Given the revenue stagnation of the last few years, that seems unlikely. Pental competes for shelf space with foreign imports and the supermarkets’ own home brands. Without a clear competitive edge, it may be destined to a future of mediocre returns.
The company seems to appreciate that perception, which is why China hoves into view. Pental wants to export its home and personal care products to Asia, seeking to tap the success of 'Chinese consumer stocks' like Blackmores and Bellamy’s. Just 0.1 per cent of Pental’s total sales are made in Asia but even if we assume the company is successful, it’s likely to take longer than most investors are prepared to wait.
Exporting to China is hard yakka. A key feature of the successful Chinese consumer stocks like A2 Milk and Capilano Honey is the ingestible nature of their products. Chinese consumers are willing to pay a premium for safe, high quality imports that they eat. Whether they’re prepared to also pay a premium for soaps, firelighters and bathroom cleaners remains to be seen.

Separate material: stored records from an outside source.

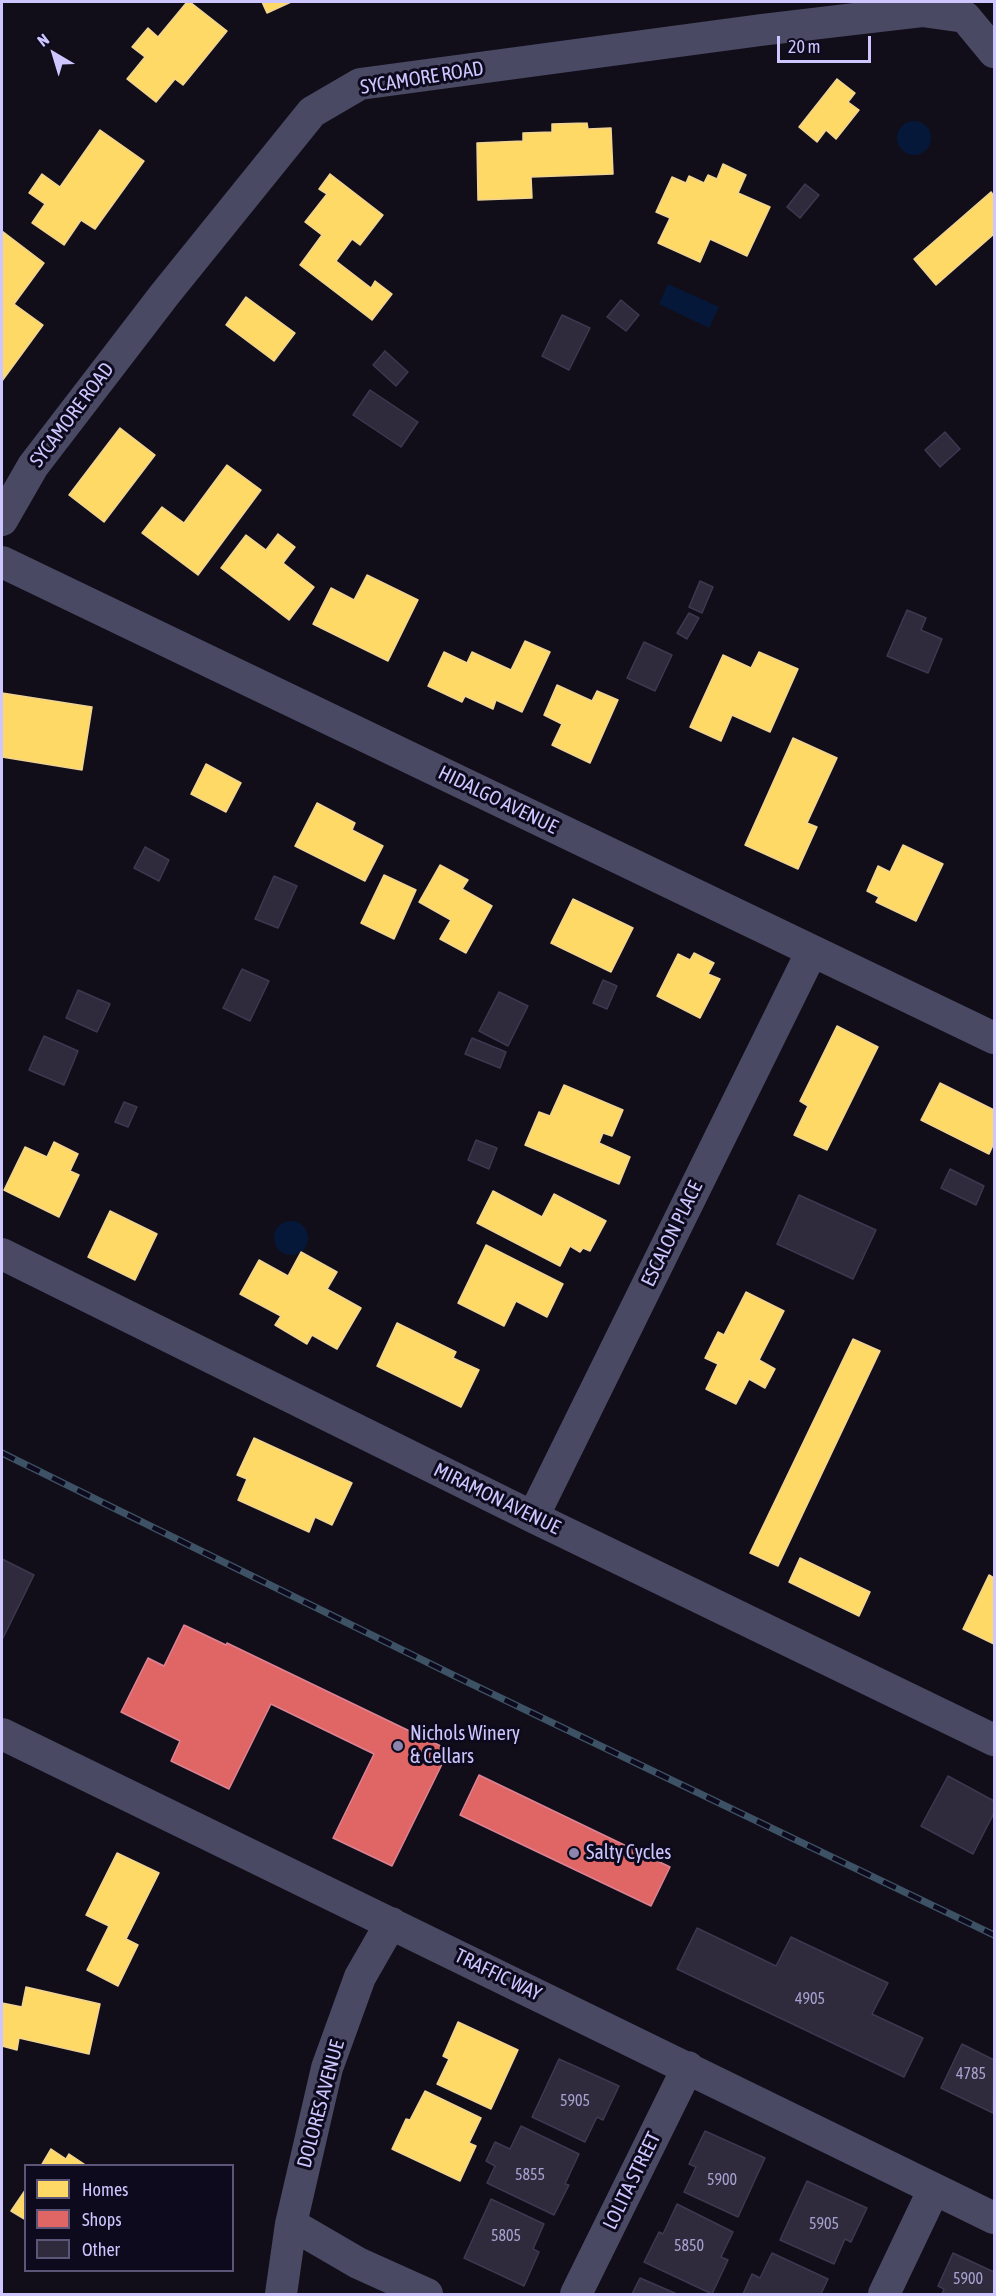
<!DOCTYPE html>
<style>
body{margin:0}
#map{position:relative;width:996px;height:2296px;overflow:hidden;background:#110e1a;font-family:"Asap Condensed",sans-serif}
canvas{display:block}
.frame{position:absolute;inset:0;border:3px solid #cec7ff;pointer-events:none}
.legend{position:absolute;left:24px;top:2164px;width:210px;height:108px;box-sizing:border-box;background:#0e0a1e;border:2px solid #5b5678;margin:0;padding:8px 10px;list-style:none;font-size:18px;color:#cec7ff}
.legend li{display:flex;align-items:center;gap:12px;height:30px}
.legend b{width:30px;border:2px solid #5b5678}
.north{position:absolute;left:24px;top:24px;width:60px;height:60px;-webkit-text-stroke:4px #0e0a1e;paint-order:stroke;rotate:322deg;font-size:16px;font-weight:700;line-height:24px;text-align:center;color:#cec7ff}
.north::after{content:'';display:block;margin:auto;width:21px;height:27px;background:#cec7ff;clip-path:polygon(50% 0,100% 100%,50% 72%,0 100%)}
.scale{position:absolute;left:777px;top:36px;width:94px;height:27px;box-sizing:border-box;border:3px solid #cec7ff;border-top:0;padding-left:8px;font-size:18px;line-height:21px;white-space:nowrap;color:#cec7ff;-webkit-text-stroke:4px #0e0a1e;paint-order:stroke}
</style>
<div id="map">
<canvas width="996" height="2296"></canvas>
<div class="frame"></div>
<ul class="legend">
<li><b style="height:16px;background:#ffd966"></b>Homes</li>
<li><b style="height:16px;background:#e06666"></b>Shops</li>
<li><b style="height:16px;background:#2f2b3d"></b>Other</li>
</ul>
<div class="north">N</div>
<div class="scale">20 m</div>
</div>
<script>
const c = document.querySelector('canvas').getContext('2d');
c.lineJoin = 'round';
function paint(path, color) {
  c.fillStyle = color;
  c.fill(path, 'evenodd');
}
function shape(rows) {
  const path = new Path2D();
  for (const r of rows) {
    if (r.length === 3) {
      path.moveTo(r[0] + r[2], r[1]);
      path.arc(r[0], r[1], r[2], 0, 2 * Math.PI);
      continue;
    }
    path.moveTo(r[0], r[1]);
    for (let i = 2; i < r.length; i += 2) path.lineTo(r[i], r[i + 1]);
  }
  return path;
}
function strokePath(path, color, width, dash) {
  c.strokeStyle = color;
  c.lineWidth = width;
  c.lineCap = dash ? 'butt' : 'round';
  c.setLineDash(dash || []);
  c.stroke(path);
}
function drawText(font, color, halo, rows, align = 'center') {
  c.font = font + ' "Asap Condensed",sans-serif';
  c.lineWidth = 6;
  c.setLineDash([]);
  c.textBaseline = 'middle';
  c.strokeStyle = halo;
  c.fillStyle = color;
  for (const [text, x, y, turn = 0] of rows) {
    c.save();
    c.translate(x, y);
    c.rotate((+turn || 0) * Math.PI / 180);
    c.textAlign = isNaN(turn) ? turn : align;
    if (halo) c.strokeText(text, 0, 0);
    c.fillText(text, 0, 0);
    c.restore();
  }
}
paint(shape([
 [914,138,17],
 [668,284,719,307,709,328,659,304],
 [291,1238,17]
]), '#061839');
const homes = shape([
 [187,2,190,2,227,31,183,85,175,79,156,102,127,79,145,57,132,47,148,28,158,37,187,2],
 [262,2,291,2,267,13,262,2],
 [837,79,855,93,848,102,859,110,836,139,826,130,817,142,799,127,837,79],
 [587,123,588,129,611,128,613,174,531,177,532,198,478,200,477,143,523,141,523,133,552,132,552,124,587,123],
 [100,130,144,161,95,229,81,220,64,245,32,223,45,204,29,193,42,174,60,187,100,130],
 [723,164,746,175,738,193,770,207,747,256,710,239,700,262,658,243,670,218,656,212,672,177,686,183,689,176,704,183,708,175,717,179,723,164],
 [330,174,383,215,360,245,352,239,336,261,371,288,375,281,392,294,372,320,300,265,322,235,305,222,327,194,319,189,330,174],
 [991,192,994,196,994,234,936,285,914,259,991,192],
 [2,231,44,263,14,304,43,325,2,381,2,231],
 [246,297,295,333,274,361,226,325,246,297],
 [120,428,155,455,104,522,69,495,120,428],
 [227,465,261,490,198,575,142,533,162,507,184,523,227,465],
 [278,534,295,547,283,563,314,587,289,620,221,568,246,535,266,550,278,534],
 [367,575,418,600,388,661,313,624,331,588,354,600,367,575],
 [525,641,550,652,522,712,496,700,493,709,465,696,462,702,428,686,444,652,467,663,472,652,511,670,525,641],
 [759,652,798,669,770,732,732,715,721,741,690,727,723,655,751,668,759,652],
 [557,685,592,701,597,691,618,700,590,763,552,745,562,724,544,715,557,685],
 [2,693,92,707,82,770,2,757,2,693],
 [793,738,837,758,807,823,817,827,798,869,745,845,793,738],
 [206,764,241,783,226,812,191,794,206,764],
 [317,803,355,823,352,830,383,846,365,881,295,846,317,803],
 [903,845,943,864,916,921,876,902,879,897,867,891,878,866,890,872,903,845],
 [440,865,468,880,462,889,492,906,466,953,440,939,451,920,419,902,440,865],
 [384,875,416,890,394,939,361,923,384,875],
 [573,899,633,928,611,972,551,943,573,899],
 [694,953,714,963,708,974,720,979,700,1018,657,996,678,954,690,960,694,953],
 [837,1026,878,1047,827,1150,794,1135,808,1106,800,1101,837,1026],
 [940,1083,994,1110,994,1143,989,1154,921,1120,940,1083],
 [564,1085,623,1110,612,1136,603,1133,599,1143,630,1157,619,1184,525,1145,539,1112,550,1116,564,1085],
 [54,1142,78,1154,70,1171,79,1175,59,1217,4,1190,25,1147,47,1157,54,1142],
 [493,1191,542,1217,554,1194,606,1221,590,1251,583,1248,580,1252,570,1246,560,1266,477,1223,493,1191],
 [110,1211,157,1234,135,1280,88,1257,110,1211],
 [486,1245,563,1284,547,1317,516,1301,504,1326,458,1303,486,1245],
 [301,1252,337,1272,327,1289,361,1308,337,1349,312,1335,307,1344,275,1325,281,1316,240,1294,259,1260,288,1276,301,1252],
 [746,1292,784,1311,759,1360,775,1369,765,1388,749,1379,736,1404,706,1389,718,1364,705,1358,718,1332,724,1335,746,1292],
 [397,1323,456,1352,453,1358,479,1370,461,1407,377,1366,397,1323],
 [853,1339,880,1351,778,1566,750,1553,853,1339],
 [254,1438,352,1483,332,1525,315,1517,309,1532,238,1500,247,1479,237,1475,254,1438],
 [800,1558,870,1592,859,1616,789,1582,800,1558],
 [989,1575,994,1578,994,1644,963,1629,989,1575],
 [117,1853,159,1873,126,1939,138,1945,118,1986,87,1970,109,1926,86,1915,117,1853],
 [26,1987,100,2004,89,2054,19,2038,17,2050,2,2046,2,2003,22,2007,26,1987],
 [458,2022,518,2050,491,2109,437,2084,449,2059,443,2056,458,2022],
 [425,2091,481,2118,469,2143,476,2146,460,2181,392,2149,406,2119,410,2120,425,2091],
 [51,2149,66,2159,69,2154,87,2166,41,2166,51,2149],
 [26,2189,26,2220,11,2211,26,2189]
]);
paint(homes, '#ffd966');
strokePath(homes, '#f0d494', 1.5);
const shops = shape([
 [184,1625,226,1645,227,1643,449,1750,392,1866,333,1838,374,1754,271,1704,229,1789,171,1761,180,1741,121,1712,148,1658,164,1666,184,1625],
 [479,1775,670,1867,651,1906,460,1815,479,1775]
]);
paint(shops, '#e06666');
strokePath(shops, '#db8394', 1.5);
const building = shape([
 [805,184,819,195,800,218,787,207,805,184],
 [621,300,639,315,626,331,607,317,621,300],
 [562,315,590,328,569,370,542,356,562,315],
 [385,351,408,372,396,386,373,365,385,351],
 [370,390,418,422,401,447,353,415,370,390],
 [945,432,960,449,940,467,925,450,945,432],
 [700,581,713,587,702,613,689,607,700,581],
 [907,610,926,618,921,630,942,639,928,673,887,656,907,610],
 [689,613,699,618,687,639,677,633,689,613],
 [644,642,672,655,655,691,627,678,644,642],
 [145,847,169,860,159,881,134,868,145,847],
 [274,876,297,886,278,928,255,919,274,876],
 [242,969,269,981,250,1021,223,1008,242,969],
 [603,980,617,986,607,1009,593,1003,603,980],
 [78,990,110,1004,97,1032,66,1018,78,990],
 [499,992,528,1006,508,1046,479,1031,499,992],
 [44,1036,78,1051,64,1085,29,1070,44,1036],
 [472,1038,506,1052,500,1068,465,1054,472,1038],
 [124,1102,137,1107,128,1127,115,1122,124,1102],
 [476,1140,497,1148,489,1169,468,1160,476,1140],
 [950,1169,984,1186,976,1205,941,1188,950,1169],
 [799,1195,876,1230,853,1279,777,1244,799,1195],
 [2,1559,34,1575,2,1640,2,1559],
 [948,1776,994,1801,994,1813,973,1854,921,1826,948,1776],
 [697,1928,776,1966,791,1937,888,1983,872,2014,923,2038,904,2077,677,1969,697,1928],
 [962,2044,994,2060,993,2113,941,2088,962,2044],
 [559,2059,619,2086,603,2120,597,2117,585,2142,532,2117,559,2059],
 [521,2126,579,2154,565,2184,569,2185,554,2215,487,2183,495,2166,486,2161,495,2142,510,2149,521,2126],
 [705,2131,765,2158,738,2217,684,2192,696,2167,689,2164,705,2131],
 [807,2181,867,2208,851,2242,845,2239,834,2264,780,2240,807,2181],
 [491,2199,544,2224,533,2249,539,2252,524,2286,464,2258,491,2199],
 [677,2204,733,2232,721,2257,728,2260,712,2294,644,2262,659,2232,663,2234,677,2204],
 [772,2253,828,2279,821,2294,743,2294,752,2274,760,2278,772,2253],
 [953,2253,994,2272,994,2294,942,2294,944,2289,938,2286,953,2253],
 [640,2278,677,2294,632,2294,640,2278]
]);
paint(building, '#2f2b3d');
strokePath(building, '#3c3850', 1.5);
strokePath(shape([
 [2,520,33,466,165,294,312,112,360,84,761,30,922,11,965,17,994,52],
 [2,562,994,1038],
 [2,1254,533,1517,994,1740],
 [533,1517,812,951],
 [2,1734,994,2218],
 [291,2224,358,2263,427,2294],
 [281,2294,291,2224,327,2068,360,1977,391,1923],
 [576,2294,688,2067],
 [884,2294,934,2189]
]), '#4a4963', 32);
const rail = shape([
 [2,1453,455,1676,994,1935]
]);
strokePath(rail, '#3d5264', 7);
strokePath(rail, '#0e0a1e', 4.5, [14]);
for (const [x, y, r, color] of [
 [398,1746,6,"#8c86af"],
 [574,1853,6,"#8c86af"]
]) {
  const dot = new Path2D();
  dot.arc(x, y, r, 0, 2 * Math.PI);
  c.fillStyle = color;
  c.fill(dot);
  strokePath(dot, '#0e0a1e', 2);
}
drawText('16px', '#a6a0ce', null, [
 ["4905",810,1999],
 ["4785",971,2074],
 ["5905",575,2101],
 ["5855",530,2175],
 ["5900",722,2180],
 ["5905",824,2224],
 ["5805",506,2236],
 ["5850",689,2246],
 ["5900",968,2279]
]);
drawText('20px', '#cec7ff', '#0e0a1e', [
 ["SYCAMORE ROAD",422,78,-9],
 ["SYCAMORE ROAD",72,415,-53],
 ["HIDALGO AVENUE",498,800,26],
 ["ESCALON PLACE",672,1234,-64],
 ["MIRAMON AVENUE",497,1499,26],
 ["TRAFFIC WAY",498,1975,26],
 ["DOLORES AVENUE",321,2104,-75],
 ["LOLITA STREET",632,2181,-64]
]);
drawText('20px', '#cec7ff', '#0e0a1e', [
 ["Nichols Winery",410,1734],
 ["& Cellars",410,1757],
 ["Salty Cycles",586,1853]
], 'left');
</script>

Yet the current trailing PER of 15 indicates a company that will manage to carve out some growth. We’re not so sure. If a stock isn’t cheap, or growing rapidly, it’s hard to see how you can make money from it. That’s why we’re getting out. This has been a successful recommendation and we’re happy to leave it behind with a handsome return.
We recommend members SELL Pental and build their cash pile ready to deploy in our next buy idea, which won’t be too far away.